Net neutrality matters. The basic principle of equal access to the internet – and consequent absence of discriminatory restrictions upon or priorities for ISPs, governments, classes of content, kinds of equipment, or modes of communication – is crucial to the preservation of online freedom, ensuring that the internet remains a free, open, and democratic forum of communication. Much of the debate has concentrated on the position in the US, especially after the recent Federal Communication Commission‘s (controversial) Open Internet initiative. However, the Canadian Radio-television and Telecommunications Commission had already issued its (equally controversial) internet traffic management review; and the EU has recently conducted a public consultation on The open internet and net neutrality in Europe.
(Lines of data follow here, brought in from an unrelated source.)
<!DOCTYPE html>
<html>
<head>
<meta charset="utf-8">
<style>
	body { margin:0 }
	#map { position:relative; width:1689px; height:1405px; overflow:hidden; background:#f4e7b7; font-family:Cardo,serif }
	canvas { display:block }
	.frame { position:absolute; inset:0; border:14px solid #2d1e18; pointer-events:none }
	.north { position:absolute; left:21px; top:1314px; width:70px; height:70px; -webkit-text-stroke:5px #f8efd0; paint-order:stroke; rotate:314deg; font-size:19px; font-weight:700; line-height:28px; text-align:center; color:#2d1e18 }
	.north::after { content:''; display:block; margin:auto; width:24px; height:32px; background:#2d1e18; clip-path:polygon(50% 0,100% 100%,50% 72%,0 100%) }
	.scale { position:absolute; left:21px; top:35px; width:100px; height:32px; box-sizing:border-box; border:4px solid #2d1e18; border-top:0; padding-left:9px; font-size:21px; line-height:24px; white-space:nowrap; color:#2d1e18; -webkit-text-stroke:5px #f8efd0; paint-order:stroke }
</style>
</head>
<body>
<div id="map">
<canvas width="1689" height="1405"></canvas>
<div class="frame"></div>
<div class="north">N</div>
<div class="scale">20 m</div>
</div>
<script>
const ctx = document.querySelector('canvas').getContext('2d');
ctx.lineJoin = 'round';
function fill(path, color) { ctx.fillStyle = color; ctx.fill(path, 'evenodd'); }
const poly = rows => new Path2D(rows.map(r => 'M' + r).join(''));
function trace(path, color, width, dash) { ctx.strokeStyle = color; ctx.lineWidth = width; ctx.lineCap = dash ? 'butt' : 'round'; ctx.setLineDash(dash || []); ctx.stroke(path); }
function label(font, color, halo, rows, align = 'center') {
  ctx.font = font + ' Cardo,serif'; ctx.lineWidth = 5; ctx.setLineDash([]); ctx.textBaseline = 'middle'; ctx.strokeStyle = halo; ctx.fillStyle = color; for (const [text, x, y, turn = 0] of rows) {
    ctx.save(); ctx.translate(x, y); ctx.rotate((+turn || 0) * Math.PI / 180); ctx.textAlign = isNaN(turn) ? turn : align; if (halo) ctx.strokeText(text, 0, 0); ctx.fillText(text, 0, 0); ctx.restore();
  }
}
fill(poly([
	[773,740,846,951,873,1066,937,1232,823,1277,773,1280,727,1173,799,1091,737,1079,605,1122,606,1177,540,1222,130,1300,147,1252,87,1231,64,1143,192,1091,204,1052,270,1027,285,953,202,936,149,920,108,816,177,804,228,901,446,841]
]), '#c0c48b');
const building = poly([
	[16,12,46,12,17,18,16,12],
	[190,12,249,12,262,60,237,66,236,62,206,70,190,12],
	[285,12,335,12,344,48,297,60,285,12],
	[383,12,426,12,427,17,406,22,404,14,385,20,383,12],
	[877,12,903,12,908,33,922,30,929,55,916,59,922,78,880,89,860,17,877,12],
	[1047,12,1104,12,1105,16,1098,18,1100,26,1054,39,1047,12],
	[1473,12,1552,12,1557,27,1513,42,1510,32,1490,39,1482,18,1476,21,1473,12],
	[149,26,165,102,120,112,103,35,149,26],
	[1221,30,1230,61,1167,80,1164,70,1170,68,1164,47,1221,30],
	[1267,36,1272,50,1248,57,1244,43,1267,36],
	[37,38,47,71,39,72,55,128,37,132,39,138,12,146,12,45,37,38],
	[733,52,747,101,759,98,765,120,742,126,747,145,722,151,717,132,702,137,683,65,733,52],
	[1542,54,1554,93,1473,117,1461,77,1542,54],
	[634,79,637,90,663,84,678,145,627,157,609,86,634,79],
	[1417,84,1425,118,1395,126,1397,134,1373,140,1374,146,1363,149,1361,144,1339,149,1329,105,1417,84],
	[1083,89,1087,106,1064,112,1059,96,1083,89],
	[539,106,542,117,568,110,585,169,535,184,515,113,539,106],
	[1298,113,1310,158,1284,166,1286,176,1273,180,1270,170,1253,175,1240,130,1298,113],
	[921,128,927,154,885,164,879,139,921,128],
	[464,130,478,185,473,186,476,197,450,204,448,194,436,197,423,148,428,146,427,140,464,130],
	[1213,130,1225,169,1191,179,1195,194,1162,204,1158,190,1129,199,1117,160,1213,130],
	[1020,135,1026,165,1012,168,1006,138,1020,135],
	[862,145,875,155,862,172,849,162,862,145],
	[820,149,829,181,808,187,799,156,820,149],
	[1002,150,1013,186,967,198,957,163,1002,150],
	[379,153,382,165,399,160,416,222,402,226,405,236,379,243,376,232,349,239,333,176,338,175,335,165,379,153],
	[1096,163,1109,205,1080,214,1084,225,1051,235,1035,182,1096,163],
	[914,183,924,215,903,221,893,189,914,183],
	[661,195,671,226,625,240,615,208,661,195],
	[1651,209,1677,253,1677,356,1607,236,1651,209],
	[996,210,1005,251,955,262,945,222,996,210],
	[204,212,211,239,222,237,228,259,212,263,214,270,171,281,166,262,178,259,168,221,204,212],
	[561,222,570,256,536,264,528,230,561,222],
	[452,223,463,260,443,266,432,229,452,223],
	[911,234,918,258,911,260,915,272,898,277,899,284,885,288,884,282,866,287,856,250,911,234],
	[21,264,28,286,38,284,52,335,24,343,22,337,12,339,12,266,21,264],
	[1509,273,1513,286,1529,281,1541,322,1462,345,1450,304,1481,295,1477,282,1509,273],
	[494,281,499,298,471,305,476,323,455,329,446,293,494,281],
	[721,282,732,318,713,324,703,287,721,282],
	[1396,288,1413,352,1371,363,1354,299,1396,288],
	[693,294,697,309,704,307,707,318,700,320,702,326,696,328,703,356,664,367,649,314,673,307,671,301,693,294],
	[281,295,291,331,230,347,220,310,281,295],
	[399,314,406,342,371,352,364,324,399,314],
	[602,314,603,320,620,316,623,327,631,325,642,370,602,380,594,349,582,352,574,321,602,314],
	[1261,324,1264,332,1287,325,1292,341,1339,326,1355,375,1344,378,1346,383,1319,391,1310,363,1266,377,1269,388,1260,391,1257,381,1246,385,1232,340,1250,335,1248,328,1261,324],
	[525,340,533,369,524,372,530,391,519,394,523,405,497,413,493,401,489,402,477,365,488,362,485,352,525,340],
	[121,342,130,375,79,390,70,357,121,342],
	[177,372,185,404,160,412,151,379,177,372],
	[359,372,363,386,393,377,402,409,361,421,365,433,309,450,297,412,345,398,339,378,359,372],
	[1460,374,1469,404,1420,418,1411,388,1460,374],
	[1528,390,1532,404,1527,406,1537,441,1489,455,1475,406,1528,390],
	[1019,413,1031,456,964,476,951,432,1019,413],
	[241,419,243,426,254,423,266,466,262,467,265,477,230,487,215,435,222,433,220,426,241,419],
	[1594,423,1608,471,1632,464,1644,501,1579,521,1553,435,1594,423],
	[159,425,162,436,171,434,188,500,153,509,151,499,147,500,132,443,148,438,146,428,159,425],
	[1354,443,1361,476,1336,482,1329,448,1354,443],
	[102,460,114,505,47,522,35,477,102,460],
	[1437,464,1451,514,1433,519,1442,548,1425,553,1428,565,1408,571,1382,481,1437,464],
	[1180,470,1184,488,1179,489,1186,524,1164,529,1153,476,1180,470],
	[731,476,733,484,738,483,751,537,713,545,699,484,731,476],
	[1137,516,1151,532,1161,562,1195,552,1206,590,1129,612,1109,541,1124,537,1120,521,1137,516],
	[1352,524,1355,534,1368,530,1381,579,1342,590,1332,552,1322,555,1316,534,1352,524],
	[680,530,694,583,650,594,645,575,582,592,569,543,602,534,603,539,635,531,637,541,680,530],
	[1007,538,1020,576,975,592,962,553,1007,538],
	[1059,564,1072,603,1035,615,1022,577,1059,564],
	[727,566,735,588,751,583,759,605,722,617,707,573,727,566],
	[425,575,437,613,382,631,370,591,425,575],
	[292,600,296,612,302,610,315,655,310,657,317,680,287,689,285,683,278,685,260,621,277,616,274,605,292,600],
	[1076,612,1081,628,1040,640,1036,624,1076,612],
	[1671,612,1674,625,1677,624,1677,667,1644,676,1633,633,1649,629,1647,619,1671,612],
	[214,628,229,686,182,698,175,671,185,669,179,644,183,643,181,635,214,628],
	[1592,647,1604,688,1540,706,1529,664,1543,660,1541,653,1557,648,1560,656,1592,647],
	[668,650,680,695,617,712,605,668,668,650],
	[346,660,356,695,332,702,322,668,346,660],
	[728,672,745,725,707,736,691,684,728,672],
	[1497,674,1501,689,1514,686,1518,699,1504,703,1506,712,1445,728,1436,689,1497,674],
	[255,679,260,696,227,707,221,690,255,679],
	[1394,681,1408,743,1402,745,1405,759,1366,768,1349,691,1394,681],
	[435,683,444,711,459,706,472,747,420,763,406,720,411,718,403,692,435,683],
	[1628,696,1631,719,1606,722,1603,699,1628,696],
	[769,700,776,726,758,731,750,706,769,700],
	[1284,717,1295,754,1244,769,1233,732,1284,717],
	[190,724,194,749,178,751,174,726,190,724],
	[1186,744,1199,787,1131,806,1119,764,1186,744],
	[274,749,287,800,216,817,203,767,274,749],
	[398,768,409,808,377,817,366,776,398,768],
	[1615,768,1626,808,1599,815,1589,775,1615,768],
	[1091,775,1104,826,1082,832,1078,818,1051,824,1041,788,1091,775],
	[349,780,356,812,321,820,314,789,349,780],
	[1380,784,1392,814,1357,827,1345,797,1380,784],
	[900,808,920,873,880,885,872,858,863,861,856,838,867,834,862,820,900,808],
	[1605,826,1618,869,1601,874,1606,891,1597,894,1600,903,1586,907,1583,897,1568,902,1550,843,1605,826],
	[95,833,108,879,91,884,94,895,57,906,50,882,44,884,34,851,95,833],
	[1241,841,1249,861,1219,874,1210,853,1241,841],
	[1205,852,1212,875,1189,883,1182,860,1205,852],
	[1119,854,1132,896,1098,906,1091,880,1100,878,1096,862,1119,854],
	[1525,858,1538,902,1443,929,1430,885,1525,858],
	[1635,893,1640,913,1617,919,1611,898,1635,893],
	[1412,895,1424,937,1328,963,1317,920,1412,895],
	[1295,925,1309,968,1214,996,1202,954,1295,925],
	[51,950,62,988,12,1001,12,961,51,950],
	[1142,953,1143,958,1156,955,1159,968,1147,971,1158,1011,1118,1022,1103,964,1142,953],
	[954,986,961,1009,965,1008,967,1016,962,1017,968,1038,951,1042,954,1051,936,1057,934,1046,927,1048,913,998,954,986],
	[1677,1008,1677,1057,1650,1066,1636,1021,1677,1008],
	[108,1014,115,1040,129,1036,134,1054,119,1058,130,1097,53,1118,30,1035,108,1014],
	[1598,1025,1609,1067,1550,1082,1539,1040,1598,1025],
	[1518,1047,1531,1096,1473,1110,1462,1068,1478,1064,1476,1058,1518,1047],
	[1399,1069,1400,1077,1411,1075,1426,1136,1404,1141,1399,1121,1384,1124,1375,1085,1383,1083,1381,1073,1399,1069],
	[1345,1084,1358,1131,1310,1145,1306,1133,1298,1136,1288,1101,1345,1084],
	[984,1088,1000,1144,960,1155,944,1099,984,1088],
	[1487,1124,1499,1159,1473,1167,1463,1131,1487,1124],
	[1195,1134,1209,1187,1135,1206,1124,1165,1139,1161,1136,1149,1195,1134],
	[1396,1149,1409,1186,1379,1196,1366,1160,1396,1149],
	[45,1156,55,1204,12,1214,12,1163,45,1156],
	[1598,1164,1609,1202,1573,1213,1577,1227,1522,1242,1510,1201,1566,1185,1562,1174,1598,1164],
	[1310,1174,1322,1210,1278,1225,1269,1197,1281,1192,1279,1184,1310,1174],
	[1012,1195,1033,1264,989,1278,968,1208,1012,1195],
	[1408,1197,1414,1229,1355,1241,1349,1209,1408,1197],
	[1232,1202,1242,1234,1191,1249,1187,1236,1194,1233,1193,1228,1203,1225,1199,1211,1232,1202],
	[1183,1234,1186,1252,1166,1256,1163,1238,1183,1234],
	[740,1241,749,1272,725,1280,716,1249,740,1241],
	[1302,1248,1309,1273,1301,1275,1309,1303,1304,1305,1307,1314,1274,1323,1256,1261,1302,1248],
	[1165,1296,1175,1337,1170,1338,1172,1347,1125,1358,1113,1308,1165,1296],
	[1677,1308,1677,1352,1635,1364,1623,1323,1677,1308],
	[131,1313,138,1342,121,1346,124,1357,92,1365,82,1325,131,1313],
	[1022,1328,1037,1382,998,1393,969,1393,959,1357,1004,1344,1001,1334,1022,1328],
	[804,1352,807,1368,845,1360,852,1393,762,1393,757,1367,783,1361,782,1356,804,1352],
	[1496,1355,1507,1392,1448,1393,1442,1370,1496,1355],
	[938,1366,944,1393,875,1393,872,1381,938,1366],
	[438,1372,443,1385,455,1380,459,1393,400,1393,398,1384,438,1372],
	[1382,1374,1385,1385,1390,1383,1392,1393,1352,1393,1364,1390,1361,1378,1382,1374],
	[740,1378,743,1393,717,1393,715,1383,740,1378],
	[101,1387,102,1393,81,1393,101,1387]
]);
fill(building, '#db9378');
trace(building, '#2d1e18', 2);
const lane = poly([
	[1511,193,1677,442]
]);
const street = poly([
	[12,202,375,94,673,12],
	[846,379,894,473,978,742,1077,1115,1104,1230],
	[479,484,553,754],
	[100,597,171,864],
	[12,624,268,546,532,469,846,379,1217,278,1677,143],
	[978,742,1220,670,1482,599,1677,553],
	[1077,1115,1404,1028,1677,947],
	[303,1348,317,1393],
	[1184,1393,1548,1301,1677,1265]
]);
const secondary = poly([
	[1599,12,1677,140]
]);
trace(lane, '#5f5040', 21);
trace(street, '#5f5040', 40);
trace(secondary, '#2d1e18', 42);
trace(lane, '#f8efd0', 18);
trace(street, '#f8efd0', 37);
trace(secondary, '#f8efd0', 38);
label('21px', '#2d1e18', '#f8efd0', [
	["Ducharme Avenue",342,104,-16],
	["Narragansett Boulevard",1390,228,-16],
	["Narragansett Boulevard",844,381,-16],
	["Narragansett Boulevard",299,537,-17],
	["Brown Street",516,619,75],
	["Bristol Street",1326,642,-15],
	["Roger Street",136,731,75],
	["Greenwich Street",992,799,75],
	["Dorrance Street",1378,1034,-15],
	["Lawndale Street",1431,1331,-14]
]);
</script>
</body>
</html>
Dr Daithí Mac Sithigh (UEA | Lex Ferenda | @macsithigh) has written a superb paper on net neutrality in the EU and Canada ((2011) 14(8) Journal of Internet Law 3; via SSRN):
Regulating the Medium: Reactions to Network Neutrality in the European Union and Canada
Abstract: In this contribution on network neutrality, the expression-related elements of this issue are considered, including a case study of Ireland, highlighting the broad powers enjoyed by ISPs, and discussing whether the problem is a genuine one. While noting that the matter has been the subject of various publications by a sizable number of US scholars, space is then given to comparing the state of the debate in Europe, Canada, and the United States, drawing on principles of telecommunications law. It is argued that the link between telecommunications and media regulation is at the heart of the net neutrality debates in Canada and (to a lesser extent) the European Union, and that the non-applicability of certain US doctrines in these jurisdictions (due to different market conditions and the established role of competition law) does not mean that regulatory or legislative action is unnecessary. Finally, it is contended that the consideration of net neutrality in the context of important social and political debates regarding speech, plurality, and innovation is a better approach than one focused on ex post identification of the most egregious examples of discriminatory practices.
Update (10 March 2011): Ars Technica reports that a key subcommittee of the US Congress has voted to undo net neutrality rules.